I have seen great organizations destroyed by dysfunctional leadership and mediocre organizations rise to greatness through effective leadership. Although some fundamentals of leadership will never change, such as honesty, integrity, vision, and courage, I believe we are currently undergoing a fundamental shift in what is required to be successful as a leader. From my point of view, there are three key “quotients” in which every leader must excel.
Intelligence Quotient. I am not looking at this as a number, what I am focused on here is competence. To be effective, a leader must be highly competent in two areas, their actual job function and their leadership skills. This means that leaders must constantly be honing their skills, learning more, and pushing themselves to improve.
Unfortunately, far too few people embrace the idea of lifelong learning. For example, the average college graduate reads only 0.5 books per year after they leave University. If you were to read just one skill enhancement book every other month, six books a year, you would be in the top 1% in the United States of America. If you were to read one a month, 12 books a year, you would be in the top 1% in the world for self-learning.
Emotional Quotient. Again, not a number, but your ability to display emotional intelligence (EI). The term emotional intelligence was coined by Rutgers psychologist Daniel Goleman, who wrote in a Harvard Business Review article:
“The most effective leaders are all alike in one crucial way: they all have a high degree of what has come to be known as emotional intelligence. It’s not that IQ and technical skills are irrelevant. They do matter, but…they are the entry-level requirements for executive positions. My research, along with other recent studies, clearly shows that emotional intelligence is the sine qua non of leaders”. Further, he found that 15% of a leader’s success can be attributed to IQ and technical skills, while 85% is based on a leader’s EQ.
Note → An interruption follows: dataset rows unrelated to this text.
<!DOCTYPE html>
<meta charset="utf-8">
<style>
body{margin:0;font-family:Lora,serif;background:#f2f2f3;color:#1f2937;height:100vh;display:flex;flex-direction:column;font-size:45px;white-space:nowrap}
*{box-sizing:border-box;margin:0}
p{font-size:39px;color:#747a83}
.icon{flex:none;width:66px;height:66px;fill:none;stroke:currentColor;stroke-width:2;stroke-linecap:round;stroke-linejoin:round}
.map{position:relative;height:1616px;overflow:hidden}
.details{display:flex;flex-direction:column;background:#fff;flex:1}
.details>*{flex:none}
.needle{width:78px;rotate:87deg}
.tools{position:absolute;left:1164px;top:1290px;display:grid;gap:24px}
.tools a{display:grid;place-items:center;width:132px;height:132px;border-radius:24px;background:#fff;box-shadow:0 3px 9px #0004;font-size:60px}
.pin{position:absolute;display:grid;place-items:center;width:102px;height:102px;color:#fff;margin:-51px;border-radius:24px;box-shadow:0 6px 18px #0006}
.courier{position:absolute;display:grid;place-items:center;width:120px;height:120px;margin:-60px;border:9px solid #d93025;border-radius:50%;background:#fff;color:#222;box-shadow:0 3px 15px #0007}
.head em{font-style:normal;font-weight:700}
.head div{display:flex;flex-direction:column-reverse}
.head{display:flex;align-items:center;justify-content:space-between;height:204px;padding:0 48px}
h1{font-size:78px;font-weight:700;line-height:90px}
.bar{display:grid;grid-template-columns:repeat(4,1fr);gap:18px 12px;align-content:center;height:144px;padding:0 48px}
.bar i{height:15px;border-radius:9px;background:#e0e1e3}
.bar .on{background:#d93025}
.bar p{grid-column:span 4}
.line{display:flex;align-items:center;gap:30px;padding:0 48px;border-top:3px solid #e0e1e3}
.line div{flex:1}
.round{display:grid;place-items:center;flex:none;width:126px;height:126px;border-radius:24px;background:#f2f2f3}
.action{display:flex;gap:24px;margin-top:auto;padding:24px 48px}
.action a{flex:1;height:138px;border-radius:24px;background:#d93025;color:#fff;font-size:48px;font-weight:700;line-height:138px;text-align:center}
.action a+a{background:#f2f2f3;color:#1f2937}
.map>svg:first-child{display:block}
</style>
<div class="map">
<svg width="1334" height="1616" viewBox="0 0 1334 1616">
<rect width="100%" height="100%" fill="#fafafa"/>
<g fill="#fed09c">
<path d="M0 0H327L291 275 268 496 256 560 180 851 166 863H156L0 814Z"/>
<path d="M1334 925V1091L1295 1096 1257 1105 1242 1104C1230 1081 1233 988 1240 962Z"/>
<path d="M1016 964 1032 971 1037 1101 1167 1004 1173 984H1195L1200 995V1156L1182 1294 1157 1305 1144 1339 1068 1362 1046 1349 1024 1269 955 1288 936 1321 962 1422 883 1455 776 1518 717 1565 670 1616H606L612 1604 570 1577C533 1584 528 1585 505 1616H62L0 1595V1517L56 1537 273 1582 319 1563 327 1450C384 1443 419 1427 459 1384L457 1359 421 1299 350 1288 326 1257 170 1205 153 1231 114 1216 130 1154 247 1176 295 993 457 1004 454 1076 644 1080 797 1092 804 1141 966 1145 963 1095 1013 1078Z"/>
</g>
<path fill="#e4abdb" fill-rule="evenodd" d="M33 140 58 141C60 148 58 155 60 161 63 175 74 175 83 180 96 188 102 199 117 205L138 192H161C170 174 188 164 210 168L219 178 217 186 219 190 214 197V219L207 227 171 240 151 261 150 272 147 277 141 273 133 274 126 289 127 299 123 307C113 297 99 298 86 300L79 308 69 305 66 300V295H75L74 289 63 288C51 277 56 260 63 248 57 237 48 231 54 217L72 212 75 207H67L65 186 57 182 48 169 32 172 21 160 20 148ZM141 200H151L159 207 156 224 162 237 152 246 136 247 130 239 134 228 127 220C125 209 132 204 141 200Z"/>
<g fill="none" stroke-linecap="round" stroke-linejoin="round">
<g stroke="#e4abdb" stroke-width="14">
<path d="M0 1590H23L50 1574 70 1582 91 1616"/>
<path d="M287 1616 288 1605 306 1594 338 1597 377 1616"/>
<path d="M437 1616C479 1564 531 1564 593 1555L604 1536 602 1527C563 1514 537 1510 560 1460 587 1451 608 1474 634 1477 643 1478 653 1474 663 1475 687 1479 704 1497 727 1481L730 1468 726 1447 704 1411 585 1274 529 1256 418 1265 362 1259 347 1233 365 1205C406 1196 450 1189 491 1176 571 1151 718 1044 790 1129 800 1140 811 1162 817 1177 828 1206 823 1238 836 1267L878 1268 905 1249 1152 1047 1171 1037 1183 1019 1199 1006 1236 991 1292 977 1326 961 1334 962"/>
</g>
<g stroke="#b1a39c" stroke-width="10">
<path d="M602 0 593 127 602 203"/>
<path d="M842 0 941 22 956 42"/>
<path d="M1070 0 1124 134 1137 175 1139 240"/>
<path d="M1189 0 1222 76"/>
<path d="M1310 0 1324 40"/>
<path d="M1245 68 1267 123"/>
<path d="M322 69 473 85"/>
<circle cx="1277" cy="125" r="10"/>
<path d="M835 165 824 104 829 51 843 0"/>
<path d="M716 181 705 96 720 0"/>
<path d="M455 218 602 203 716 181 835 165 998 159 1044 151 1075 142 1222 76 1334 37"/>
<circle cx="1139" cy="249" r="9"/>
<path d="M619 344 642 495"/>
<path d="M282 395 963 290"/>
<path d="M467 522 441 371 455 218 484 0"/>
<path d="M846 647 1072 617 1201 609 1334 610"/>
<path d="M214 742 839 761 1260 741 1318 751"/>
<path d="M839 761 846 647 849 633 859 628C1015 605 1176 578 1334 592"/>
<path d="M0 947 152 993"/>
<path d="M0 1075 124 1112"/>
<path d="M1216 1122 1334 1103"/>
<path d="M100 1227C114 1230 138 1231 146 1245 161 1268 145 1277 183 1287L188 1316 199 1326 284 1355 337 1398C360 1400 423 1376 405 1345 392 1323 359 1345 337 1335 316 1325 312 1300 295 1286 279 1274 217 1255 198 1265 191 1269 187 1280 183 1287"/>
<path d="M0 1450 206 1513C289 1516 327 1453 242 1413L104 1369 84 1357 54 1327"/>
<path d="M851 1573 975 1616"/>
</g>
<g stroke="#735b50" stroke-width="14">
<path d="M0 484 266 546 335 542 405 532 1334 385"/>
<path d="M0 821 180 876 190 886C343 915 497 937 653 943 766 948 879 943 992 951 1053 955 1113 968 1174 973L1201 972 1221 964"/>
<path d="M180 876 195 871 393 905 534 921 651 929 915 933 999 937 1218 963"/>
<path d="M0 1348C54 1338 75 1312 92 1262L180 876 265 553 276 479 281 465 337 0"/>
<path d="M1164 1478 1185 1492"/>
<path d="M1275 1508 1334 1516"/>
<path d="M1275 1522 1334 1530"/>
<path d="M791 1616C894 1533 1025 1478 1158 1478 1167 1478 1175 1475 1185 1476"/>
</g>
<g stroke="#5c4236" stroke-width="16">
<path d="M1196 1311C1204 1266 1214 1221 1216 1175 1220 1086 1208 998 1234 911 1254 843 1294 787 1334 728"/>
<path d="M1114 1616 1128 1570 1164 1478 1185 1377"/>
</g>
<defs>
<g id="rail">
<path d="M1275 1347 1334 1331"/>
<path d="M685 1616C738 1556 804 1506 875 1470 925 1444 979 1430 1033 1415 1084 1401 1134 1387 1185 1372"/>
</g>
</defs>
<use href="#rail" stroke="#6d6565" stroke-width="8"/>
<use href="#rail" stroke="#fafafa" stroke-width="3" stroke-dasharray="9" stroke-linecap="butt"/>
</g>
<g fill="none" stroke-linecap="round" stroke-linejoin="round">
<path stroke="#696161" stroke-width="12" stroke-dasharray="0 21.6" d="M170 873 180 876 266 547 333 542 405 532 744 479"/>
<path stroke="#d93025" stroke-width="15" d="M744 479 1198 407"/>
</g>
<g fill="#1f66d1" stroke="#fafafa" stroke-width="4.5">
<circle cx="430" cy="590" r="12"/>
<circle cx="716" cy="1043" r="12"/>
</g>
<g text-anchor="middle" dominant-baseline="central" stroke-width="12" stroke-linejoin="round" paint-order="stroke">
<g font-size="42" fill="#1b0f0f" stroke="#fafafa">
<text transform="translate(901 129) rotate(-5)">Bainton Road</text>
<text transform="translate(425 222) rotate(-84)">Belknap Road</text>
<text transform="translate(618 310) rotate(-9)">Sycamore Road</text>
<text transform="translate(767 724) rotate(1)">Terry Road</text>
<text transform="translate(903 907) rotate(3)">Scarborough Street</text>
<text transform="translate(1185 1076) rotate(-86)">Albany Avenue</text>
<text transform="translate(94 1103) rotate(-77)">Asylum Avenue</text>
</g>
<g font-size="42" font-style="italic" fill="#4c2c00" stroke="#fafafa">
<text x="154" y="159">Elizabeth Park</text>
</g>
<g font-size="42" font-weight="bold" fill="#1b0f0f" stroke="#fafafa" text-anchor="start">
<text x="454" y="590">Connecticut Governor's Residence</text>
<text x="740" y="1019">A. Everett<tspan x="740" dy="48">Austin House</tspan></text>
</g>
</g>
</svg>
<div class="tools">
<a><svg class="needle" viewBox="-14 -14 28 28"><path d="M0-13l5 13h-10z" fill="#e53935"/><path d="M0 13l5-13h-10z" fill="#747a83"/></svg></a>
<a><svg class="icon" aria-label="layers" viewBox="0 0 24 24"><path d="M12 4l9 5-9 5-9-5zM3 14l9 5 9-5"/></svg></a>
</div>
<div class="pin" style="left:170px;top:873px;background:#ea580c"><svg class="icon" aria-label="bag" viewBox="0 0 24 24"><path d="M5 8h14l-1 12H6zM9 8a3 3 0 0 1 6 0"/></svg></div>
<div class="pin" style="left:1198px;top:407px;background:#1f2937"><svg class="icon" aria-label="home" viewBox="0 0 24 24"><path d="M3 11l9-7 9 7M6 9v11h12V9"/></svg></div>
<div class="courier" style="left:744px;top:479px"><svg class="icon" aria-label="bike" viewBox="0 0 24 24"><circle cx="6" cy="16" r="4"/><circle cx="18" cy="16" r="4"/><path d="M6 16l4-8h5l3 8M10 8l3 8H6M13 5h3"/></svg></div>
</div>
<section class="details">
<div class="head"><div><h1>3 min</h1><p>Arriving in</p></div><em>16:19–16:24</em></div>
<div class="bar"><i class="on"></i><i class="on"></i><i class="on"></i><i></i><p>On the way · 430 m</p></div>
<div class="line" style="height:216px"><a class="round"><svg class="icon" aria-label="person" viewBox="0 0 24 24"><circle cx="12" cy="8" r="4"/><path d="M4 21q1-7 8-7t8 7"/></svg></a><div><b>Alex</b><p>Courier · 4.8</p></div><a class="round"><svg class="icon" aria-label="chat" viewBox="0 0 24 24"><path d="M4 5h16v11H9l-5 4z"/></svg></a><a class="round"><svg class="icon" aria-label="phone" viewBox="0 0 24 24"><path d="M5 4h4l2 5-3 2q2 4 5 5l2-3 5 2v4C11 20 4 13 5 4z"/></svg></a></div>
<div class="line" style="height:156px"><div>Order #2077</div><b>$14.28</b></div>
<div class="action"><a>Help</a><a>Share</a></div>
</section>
Google research found EQ matters more than IQ or technical competence for becoming a successful manager. Research out of Columbia suggests the ROI on working to improve your EQ is far higher than that for working to get smarter. And a Yale study showed those with high EQ make dramatically better decisions.
In my book, Excellence by Design; Leadership, I boil the combination of these first two items down to one key phrase.
I am good at what I do (IQ), and I do it because I care (EQ) about you.
If you demonstrate that you are competent, working hard every day to improve and do it to support and serve your team, you will be a leader that people enthusiastically follow.
But IQ and EQ are not enough. You must also have AQ.
Adaptability Quotient. This may be the most critical quotient moving forward. The ability to discard old ideas, embrace new ideas, adjust your frame of reference, and be agile in dealing with constant change. This will be imperative not only for leaders but for the entire organization.
From an individual standpoint, the best course for improving AQ is exposing yourself to a broad spectrum of information. Innovative thinking comes from combining your knowledge and experience with new ideas you have never seen before. This collision leads to insights that will help you anticipate change and lead more effectively.
To create a highly adaptable organization, a recent McKinsey and Company research study indicated five characteristics of agile organizations.
1. Shared purpose and vision
2. Network of empowered teams
3. Rapid decision and learning cycles
4. Organizational culture that ignites passion
5. Effective implementation of next-generation technologies
Let me see if I can summarize that.
A motivated group of people who work well together, enthusiastically embraces change, and has a strong sense of urgency to grow the organization and themselves.